With the sun shining, two strong local riders for company, including Nicolas who’d just qualified for the Ironman World Championships in Kona, and David on moped support duties, it was time to tackle the Spartan. At 140 km with 3200 m of climbing, it’s a big day in the saddle and, despite my day of R&R yesterday, as we climbed out of town, my legs felt decidedly underpowered. By the time I was grinding up the first real climb of El Torcal though, they’d loosened off and I was able to settle into a good tempo. Having the sun on my back was a real lift and the long, fast and sweeping descent into Malaga put a massive grin on my face. What goes down though and, after a coffee and fritata by the sea, we began the long slog back. Except for a few brief dips, it’s a 26 km climb and, as we spun up it, I was really glad of my sensible pacing earlier in the week. After some descending respite and, with 117 km in our legs, we started the final big climb up the backside of El Torcal. On the lower slopes Nicolas gapped me but, rather than rising to the bait, I stuck to my pacing. A couple of steep ramps were a challenge on tired legs but, by sticking religiously sticking to Zone 3, I rode a consistent climb and was able to up my pace and power near the top. Another exhilarating descent, a final short uphill grind and a perfect moped lead out for the Antequera town sign, that let me restore some honour for being dropped on the climb, and we were home. Again, food was ready and waiting and, as I reckoned I’d earned it, a celebratory beer.

Heading back to the UK I was really pleased with how the camp had gone and was especially pleased that I had been able to ride strongly throughout despite not having a huge number of winter miles in my legs.

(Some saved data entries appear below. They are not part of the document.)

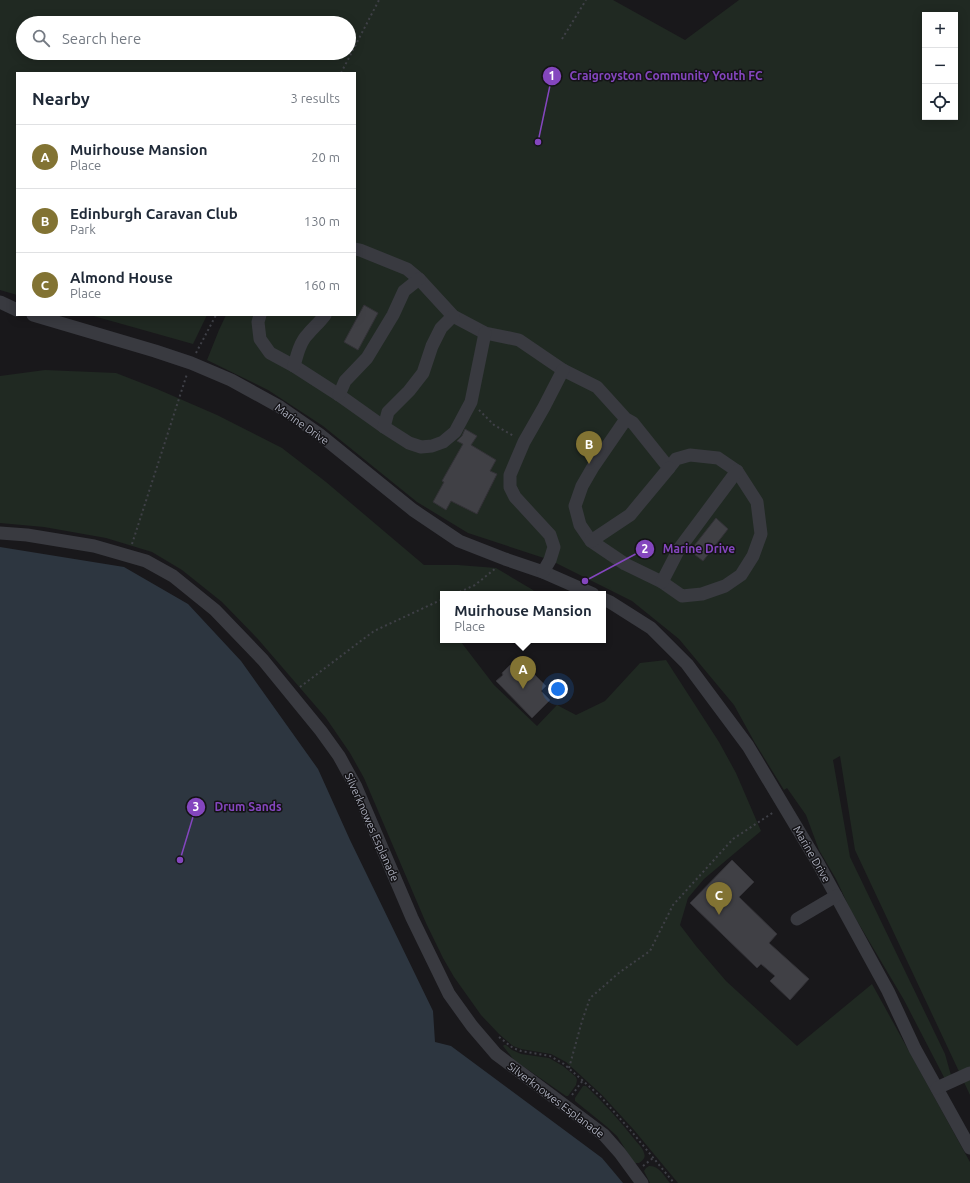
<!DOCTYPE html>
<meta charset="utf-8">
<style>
:root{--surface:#fff;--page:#f2f2f3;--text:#1f2937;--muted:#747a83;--line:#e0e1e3;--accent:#827333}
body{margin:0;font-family:Ubuntu,sans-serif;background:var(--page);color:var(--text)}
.controls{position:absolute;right:12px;top:12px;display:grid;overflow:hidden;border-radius:0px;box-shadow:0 2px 10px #0003}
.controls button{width:36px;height:36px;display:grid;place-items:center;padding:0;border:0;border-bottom:1px solid var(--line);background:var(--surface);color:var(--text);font:20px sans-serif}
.you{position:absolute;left:558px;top:689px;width:14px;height:14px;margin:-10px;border:3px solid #fff;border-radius:50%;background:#1a73e8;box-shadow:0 0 0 6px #1a73e833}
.badge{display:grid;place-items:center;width:26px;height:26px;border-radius:50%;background:var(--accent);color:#fff;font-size:13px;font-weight:700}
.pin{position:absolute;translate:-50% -33px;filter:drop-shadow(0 1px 2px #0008)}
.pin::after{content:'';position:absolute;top:21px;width:14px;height:12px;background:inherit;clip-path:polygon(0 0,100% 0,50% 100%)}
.popup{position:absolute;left:440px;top:591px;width:166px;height:52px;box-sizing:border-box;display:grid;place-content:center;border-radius:0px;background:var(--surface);filter:drop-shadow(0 1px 3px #0005);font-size:13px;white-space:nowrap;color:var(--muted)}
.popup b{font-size:15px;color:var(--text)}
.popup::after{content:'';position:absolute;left:50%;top:100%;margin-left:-8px;border:8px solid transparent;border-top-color:var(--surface)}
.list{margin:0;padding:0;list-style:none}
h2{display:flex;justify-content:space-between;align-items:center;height:52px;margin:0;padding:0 16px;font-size:17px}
h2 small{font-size:13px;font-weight:400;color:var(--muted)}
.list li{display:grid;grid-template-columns:26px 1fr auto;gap:12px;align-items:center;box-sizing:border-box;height:64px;padding:0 16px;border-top:1px solid var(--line)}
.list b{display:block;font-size:15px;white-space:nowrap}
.list p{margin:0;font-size:13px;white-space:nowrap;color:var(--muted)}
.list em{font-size:13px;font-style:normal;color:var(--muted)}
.icon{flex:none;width:22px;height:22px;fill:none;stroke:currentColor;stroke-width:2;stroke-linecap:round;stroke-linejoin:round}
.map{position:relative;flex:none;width:970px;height:1183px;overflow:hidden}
.search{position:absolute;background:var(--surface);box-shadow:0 2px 10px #0003;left:16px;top:16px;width:340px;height:44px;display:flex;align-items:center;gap:10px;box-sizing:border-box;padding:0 14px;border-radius:22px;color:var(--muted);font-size:15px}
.panel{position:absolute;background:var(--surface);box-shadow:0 2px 10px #0003;left:16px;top:72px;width:340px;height:244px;border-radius:0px}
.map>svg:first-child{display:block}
.green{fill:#202922;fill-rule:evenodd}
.water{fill:#2d3640}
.building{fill:#404045;stroke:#333237}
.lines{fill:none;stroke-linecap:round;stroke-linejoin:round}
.path{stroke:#3f4047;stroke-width:2;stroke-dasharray:2 3;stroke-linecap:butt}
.minor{stroke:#393a40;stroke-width:13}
.labels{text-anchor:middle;stroke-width:3;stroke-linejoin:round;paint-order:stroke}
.street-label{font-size:11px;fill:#aaadbb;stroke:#141316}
.leader{fill:none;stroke:#8446be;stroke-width:1.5}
.callout-dot{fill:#8446be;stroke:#141316;stroke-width:1.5}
.mark-label{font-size:12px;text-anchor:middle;font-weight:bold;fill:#fff}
.callout-label{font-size:12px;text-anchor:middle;font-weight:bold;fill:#8446be;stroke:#141316;stroke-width:3;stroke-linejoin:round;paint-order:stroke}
</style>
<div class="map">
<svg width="970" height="1183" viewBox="0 0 970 1183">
<rect width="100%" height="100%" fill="#19181b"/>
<g class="green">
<path d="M0 0H613L685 40 739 0H970V1095L855 850 840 756 833 760 850 857 945 1054 954 1086 947 1083 904 1000 850 909 836 879 819 850 806 815 787 788 784 790 755 743 734 705 679 639 632 601 550 560 468 533 417 502 323 426 268 390 207 360 219 330 226 315H355V73H17V295L0 290ZM925 15H955V117H925ZM23 23H349V53H23Z"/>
<polygon points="90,315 207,315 193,344"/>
<polygon points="45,370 116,373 157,389 217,415 282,448 326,482 424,565 458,565 496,568 533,590 536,594 443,594 443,640 463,640 461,642 494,685 537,726 557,705 576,715 605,701 640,663 666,660 719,742 736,773 761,831 704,879 688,898 680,925 696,946 726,981 797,1046 872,984 970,1162 970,1183 678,1183 634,1130 602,1095 566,1062 551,1054 521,1049 513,1046 499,1034 481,1015 454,977 443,958 426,923 364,778 350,753 326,718 257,638 222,602 182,570 152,552 106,538 44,527 0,523 0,376"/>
<polygon points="504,1045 506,1045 512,1050 521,1054 549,1058 563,1066 576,1077 577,1080 576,1085 568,1096 566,1096 514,1060 503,1046"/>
<path d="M583 1086H586C604 1103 620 1121 635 1140 638 1144 643 1148 644 1153 646 1158 643 1160 639 1163H634L617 1136 606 1126 575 1101V1098Z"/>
<path d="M649 1166C659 1165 664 1176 670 1183H650L644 1171 646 1168Z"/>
</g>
<polygon class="water" points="0,547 124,567 188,604 241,661 318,769 350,840 433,1011 435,1042 451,1046 602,1158 623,1183 0,1183"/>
<g class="building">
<polygon points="364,305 378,313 358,350 344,342"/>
<polygon points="465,429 477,436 471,445 496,460 490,471 497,474 477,514 451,501 446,510 433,502 444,482 442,481 463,444 457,441 462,436"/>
<polygon points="716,518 728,529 703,561 690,551"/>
<polygon points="516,662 531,677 534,674 546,686 541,691 550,700 532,718 496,681 503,675 502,673 510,665 511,667"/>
<polygon points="732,860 754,882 739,897 777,934 769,943 809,979 790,1000 770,981 775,976 761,964 757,968 690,903"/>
</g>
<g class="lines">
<g class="path">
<polyline points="562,39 586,0"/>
<polyline points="341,73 379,0"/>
<polyline points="196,353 216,315"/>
<polyline points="479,410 494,425 514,436"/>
<polyline points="132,544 187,374"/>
<polyline points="455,594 475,585 496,568"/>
<polyline points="300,687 374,631 443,599"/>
<polyline points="499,1037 513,1048 521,1051 550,1056 564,1064 600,1096 632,1132 674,1183"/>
<polyline points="569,1068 582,1021 590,998 620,972 650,951 673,905 733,839 774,812"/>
<polyline points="572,1095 583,1080"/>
<polyline points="643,1166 653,1158"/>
</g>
<g class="minor">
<polyline points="355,249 360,250 407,269 419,279 453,316 485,333 519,340 563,370 597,387 626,419 633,423 669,468 676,459 690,455 718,458 737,471 757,502 761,534 753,556 741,575 725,586 702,594 682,596 662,582 625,564 591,541 580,525 575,506 582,486 593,467 626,419"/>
<polyline points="0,302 17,310"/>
<polyline points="33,315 155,351 191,363 231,380 280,407 319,434 413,510 459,541 505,559 543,572 593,594"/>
<polyline points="260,315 258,322 260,339 270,353 294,366 339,395 384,427 409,443 421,447 432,446 443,442 455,432 471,402 485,333"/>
<path d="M294 366C297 355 300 342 308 334 314 327 320 322 325 315"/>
<polyline points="339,395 345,381 367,358 393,315 404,291 419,279"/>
<polyline points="384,427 388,412 409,391 423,373 432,346 441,328 453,316"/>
<polyline points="0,533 27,535 94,546 146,561 173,576 215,610 263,660 321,731 339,756 356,787 412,918 449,994 472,1026 496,1054 604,1135 620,1153 642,1183"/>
<polyline points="591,541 630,515 669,468"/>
<polyline points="543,572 550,560 554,547 550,535 515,497 510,487 510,475 524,442 544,407 563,370"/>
<polyline points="662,582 679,549 737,471"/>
<polyline points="603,599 610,602 651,628 687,664 748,746 818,863 888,991 915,1049 970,1148"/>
<polyline points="797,919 836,896"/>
<polyline points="937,1088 970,1073"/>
</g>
</g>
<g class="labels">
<g class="street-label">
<text transform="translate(302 424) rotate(35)" y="4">Marine Drive</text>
<text transform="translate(372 827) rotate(66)" y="4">Silverknowes Esplanade</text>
<text transform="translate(812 854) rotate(60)" y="4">Marine Drive</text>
<text transform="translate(556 1100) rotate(37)" y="4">Silverknowes Esplanade</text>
</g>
</g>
<path class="leader" d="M538 142L552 76M585 581L645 549M180 860L196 807"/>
<g class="callout-dot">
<circle cx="538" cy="142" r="4"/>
<circle cx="585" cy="581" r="4"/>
<circle cx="180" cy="860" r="4"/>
<circle cx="552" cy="76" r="10"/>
<circle cx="645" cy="549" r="10"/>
<circle cx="196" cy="807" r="10"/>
</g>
<g class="mark-label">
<text x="552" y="80">1</text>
<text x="645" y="553">2</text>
<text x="196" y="811">3</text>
</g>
<g class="callout-label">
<text x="666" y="80">Craigroyston Community Youth FC</text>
<text x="699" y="553">Marine Drive</text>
<text x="248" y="811">Drum Sands</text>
</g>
</svg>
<div class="controls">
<button>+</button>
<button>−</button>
<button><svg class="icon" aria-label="locate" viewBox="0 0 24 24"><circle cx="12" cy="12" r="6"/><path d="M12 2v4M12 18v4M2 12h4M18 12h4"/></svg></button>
</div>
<div class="you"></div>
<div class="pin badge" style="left:523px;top:689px">A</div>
<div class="popup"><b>Muirhouse Mansion</b>Place</div>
<div class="pin badge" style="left:589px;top:464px">B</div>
<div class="pin badge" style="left:719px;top:915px">C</div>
<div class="search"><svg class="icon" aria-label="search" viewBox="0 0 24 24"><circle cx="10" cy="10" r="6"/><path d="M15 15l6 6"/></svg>Search here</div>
<section class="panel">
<h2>Nearby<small>3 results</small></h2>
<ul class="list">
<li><span class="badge">A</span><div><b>Muirhouse Mansion</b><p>Place</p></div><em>20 m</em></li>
<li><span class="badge">B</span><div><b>Edinburgh Caravan Club</b><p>Park</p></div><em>130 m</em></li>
<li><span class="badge">C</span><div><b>Almond House</b><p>Place</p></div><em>160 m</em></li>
</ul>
</section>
</div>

A warm weather camp is a great way to give your training a boost and, being able to live like a “pro” for a few days where all you have to worry about is riding, eating and recovering, makes for a physically tiring but mentally relaxing break. As well as taking home a big confidence and motivation boost, the camp has reconfirmed the golden rules of pacing, nutrition and recovery. Get those areas right in all your training and racing and you’ll be riding right at the top end of your potential.